▸ **What you are asked to do**: Gather all lines in the data that hold the string "Shomrei".
===== Records provided =====
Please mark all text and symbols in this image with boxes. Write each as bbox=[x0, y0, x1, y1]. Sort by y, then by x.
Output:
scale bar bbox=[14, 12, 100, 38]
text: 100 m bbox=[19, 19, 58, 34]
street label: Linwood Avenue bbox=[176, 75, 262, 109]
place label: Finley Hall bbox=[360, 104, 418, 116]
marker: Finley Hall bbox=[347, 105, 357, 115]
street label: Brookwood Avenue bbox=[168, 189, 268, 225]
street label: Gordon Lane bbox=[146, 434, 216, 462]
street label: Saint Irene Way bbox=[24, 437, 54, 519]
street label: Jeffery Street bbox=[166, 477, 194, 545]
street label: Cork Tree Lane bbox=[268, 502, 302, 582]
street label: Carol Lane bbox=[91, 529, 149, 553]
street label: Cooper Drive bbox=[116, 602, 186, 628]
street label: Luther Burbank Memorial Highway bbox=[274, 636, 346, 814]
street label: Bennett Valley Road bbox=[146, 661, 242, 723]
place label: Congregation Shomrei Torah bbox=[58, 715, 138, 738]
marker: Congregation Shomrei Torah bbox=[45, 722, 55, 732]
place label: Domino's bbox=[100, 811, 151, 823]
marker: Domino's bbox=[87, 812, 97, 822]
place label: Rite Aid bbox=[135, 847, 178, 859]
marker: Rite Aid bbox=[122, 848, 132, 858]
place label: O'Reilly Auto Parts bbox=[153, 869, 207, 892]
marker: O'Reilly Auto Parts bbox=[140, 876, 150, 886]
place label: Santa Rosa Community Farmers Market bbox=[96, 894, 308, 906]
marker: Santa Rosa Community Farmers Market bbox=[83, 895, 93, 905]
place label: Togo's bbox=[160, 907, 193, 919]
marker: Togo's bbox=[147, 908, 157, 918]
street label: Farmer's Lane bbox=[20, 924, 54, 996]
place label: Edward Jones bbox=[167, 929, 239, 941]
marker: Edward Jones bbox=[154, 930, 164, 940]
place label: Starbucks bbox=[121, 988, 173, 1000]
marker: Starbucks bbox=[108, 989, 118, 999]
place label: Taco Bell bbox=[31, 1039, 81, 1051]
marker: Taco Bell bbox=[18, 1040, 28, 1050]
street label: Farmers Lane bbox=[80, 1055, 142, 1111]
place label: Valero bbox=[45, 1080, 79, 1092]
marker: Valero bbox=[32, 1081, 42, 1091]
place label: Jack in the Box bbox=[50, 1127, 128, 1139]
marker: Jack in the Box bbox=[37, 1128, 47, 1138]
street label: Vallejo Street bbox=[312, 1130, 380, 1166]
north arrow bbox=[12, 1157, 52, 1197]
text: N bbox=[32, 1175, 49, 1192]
=====
▸ **Response to this exercise**:
place label: Congregation Shomrei Torah bbox=[58, 715, 138, 738]
marker: Congregation Shomrei Torah bbox=[45, 722, 55, 732]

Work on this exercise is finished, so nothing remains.